**AIM OF THE TASK:** Go through the listing below and say how many lines include "strokeStyle". Give the number by itself.

**RECORDS FOR THIS EXERCISE:**

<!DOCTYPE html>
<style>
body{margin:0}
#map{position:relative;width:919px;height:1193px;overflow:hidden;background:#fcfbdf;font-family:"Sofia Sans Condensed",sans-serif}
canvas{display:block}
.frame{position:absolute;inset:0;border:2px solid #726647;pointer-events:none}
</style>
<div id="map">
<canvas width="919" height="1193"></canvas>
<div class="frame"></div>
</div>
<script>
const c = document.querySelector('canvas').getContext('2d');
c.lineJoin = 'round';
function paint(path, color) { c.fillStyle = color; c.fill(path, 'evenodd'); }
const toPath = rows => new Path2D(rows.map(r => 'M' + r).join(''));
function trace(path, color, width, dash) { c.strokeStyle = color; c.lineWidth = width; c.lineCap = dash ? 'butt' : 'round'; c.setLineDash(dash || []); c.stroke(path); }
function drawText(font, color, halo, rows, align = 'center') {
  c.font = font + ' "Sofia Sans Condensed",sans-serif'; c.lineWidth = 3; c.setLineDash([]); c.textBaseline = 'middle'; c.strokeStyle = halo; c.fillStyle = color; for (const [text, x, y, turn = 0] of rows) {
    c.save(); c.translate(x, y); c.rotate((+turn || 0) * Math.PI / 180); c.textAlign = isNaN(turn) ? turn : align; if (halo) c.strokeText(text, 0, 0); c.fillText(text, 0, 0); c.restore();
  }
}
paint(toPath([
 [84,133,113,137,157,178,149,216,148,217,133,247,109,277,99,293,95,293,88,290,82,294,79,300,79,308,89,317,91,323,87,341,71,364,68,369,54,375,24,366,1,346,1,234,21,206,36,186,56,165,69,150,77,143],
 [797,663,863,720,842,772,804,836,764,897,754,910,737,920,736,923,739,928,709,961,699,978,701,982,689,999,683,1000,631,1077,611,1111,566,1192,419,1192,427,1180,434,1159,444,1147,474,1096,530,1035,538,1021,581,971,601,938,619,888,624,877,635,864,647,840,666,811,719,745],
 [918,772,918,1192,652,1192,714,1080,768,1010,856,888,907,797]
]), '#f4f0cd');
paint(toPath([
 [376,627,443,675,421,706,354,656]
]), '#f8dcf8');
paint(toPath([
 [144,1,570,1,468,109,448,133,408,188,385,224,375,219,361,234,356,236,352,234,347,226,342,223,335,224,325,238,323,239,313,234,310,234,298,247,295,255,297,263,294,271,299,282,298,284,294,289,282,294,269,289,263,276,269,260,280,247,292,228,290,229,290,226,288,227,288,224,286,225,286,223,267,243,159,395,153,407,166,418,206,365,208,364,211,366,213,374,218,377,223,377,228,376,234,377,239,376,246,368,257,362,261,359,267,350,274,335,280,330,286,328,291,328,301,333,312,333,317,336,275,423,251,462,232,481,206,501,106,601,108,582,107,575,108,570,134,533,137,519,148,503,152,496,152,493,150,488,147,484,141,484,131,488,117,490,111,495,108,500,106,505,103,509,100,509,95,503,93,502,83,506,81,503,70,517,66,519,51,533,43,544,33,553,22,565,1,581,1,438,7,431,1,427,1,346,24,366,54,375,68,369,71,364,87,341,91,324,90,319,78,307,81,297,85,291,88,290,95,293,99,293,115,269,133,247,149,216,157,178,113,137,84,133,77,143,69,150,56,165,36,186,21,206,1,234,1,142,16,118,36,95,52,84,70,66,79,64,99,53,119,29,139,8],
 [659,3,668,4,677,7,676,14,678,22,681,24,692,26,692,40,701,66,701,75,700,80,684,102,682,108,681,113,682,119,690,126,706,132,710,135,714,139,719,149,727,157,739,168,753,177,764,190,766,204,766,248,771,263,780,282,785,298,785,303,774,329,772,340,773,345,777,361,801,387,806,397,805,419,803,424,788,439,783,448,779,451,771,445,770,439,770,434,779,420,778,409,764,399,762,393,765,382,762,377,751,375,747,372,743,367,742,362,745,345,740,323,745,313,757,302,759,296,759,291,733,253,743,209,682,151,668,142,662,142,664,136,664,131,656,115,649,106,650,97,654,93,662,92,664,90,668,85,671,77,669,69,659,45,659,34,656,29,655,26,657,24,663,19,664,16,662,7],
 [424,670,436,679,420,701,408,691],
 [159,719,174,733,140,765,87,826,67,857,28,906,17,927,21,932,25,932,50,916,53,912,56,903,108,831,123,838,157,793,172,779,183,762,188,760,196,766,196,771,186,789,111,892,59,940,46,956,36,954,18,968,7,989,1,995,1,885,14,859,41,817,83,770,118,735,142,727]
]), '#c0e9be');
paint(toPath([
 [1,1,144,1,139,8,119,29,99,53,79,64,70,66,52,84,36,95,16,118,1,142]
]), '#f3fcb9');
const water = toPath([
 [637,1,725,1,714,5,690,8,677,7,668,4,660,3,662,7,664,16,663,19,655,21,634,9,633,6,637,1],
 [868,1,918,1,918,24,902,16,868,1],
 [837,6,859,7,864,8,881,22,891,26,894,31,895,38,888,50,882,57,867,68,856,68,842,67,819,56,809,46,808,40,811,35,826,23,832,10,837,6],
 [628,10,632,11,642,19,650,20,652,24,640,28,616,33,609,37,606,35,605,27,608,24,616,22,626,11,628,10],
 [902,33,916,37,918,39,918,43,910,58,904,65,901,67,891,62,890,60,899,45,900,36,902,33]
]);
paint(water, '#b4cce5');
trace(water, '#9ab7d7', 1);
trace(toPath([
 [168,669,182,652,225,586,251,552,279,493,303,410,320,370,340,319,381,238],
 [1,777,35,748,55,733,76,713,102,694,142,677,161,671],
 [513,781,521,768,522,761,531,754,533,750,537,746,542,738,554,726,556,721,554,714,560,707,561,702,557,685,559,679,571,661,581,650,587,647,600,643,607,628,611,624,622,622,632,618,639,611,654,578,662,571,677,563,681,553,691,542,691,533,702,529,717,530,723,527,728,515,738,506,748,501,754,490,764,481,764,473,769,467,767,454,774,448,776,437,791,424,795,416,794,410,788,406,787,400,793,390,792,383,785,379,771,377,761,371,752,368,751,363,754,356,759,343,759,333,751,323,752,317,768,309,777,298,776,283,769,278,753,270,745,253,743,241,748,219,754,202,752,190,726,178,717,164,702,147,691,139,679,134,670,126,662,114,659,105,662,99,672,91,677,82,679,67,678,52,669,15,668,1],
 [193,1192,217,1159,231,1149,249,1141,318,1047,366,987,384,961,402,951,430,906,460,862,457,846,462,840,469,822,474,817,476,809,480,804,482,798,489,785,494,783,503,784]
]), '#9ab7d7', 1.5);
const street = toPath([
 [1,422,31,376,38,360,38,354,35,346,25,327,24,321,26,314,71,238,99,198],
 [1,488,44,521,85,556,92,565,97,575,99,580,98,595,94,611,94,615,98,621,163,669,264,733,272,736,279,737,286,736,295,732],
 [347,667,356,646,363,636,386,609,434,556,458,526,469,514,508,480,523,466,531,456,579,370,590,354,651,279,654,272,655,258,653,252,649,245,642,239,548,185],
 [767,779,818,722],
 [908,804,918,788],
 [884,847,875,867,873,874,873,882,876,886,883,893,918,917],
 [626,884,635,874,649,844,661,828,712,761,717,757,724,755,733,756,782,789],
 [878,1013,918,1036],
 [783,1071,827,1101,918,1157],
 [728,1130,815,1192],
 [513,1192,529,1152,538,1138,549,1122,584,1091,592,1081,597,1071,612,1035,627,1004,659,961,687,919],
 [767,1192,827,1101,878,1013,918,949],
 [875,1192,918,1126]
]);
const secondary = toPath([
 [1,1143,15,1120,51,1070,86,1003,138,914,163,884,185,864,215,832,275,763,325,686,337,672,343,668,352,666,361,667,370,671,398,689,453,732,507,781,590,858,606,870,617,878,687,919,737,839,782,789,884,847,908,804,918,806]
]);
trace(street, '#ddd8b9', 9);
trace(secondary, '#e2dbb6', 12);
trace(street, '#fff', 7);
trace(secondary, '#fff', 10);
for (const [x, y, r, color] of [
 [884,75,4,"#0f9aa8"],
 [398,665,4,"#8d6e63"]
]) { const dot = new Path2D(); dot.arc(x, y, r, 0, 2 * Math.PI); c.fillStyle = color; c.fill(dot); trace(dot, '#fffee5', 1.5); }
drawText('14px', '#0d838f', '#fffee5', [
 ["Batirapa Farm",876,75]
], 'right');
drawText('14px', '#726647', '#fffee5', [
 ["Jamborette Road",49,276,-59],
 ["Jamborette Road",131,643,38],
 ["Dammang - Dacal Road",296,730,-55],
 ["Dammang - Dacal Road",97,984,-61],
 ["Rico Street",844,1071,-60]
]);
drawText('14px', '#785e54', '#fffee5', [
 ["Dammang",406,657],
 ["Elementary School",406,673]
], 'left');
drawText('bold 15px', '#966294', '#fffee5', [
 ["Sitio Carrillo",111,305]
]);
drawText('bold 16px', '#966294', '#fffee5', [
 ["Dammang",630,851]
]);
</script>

**OUTPUT FOR THIS TASK:** 2